Ibnovate Course 3 · The Future Builders
⏱ 75 minLive session

Session 13 — An End-to-End ML Project

Duration: 75 min · Format: live online

What you'll learn: by the end, you can run a complete machine-learning project from start to finish on a real dataset — get the data, clean and explore it, train a model, evaluate it honestly, and decide whether it's ready to deploy — using pandas and scikit-learn in Colab.

Soft skill focus — Problem-solving

Today you'll also grow Problem-solving. A real project never arrives clean. Columns are missing, the accuracy is disappointing, the code throws an error you've never seen. The skill isn't knowing every answer in advance — it's breaking a messy, scary problem into small steps you can solve, one at a time.

What you'll need

Hook

Everything you've built so far in this course was one piece of the puzzle: a neuron, a CNN, a transformer, an evaluation. But a real machine-learning project is a pipeline — a chain where the messy early stages quietly decide whether the fancy model at the end has any chance.

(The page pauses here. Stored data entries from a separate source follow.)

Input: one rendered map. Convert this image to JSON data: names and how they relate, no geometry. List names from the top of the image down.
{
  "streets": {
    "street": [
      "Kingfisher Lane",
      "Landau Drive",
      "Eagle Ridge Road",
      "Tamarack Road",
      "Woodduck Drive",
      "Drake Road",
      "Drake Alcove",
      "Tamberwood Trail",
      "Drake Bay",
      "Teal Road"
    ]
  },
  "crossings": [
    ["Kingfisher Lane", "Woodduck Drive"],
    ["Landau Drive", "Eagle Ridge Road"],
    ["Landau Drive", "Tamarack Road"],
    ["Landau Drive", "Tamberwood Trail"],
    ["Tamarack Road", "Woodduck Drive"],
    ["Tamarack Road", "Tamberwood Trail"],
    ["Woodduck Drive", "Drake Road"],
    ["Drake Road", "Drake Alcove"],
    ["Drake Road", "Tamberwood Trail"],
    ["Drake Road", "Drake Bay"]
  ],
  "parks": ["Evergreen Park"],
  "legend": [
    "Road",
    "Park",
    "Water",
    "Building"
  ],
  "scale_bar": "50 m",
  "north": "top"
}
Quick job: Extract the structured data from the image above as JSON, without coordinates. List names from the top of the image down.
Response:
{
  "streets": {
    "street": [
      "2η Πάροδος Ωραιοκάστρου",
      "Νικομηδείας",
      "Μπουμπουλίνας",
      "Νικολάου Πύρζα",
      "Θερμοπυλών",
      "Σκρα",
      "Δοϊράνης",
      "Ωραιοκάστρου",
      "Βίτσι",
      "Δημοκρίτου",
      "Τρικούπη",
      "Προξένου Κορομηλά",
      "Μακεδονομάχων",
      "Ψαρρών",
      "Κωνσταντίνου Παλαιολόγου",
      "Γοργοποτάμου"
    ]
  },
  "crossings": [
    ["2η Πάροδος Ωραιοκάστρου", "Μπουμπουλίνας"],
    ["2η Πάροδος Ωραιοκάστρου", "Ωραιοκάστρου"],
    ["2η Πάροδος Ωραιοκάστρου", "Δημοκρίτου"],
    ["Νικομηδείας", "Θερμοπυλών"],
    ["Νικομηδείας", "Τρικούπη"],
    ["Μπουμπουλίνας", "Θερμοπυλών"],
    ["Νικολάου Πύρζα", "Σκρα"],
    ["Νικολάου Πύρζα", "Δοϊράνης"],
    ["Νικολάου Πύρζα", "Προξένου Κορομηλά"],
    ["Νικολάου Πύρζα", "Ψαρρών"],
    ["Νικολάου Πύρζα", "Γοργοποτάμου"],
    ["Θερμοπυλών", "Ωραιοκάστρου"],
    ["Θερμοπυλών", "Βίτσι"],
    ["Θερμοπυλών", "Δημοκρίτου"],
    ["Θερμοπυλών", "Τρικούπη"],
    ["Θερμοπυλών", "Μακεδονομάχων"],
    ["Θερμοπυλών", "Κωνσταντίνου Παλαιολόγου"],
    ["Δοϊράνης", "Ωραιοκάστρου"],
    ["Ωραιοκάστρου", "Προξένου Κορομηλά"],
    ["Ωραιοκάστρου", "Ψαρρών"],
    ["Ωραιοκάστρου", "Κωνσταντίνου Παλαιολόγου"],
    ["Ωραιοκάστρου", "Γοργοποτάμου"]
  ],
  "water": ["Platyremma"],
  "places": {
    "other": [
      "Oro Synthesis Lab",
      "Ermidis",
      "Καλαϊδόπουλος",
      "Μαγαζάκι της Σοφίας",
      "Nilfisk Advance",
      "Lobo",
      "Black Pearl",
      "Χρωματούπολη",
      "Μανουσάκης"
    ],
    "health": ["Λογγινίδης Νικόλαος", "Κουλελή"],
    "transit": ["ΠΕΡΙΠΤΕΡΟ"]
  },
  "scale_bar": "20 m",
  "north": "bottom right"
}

Here's the secret professionals know: the model is often the easy part. Getting good data, cleaning it, and understanding it is where most of the real work — and most of the winning or losing — happens. Today you run the whole chain yourself, end to end, on a real dataset.

An end-to-end machine-learning pipeline: get data, clean and explore, train, evaluate, deploy, then loop

Teach — The five stages of a real project

Every serious ML project moves through the same stages. Learn the shape once and you can apply it to any dataset forever.

  1. Get data — load it and look at its actual shape: how many rows, how many columns, what does each column mean?
  2. Clean & explore — handle missing values, fix types, and explore (EDA — exploratory data analysis): which features seem to matter? This stage usually takes the most time.
  3. Train — split into train/test, pick a model, and fit it on the training half only.
  4. Evaluate — measure honestly on the test half the model never saw. Is it actually good, or just lucky?
  5. Deploy (and loop) — if it's good enough, ship it so people can use it (that's next session) — then loop back with what you learned.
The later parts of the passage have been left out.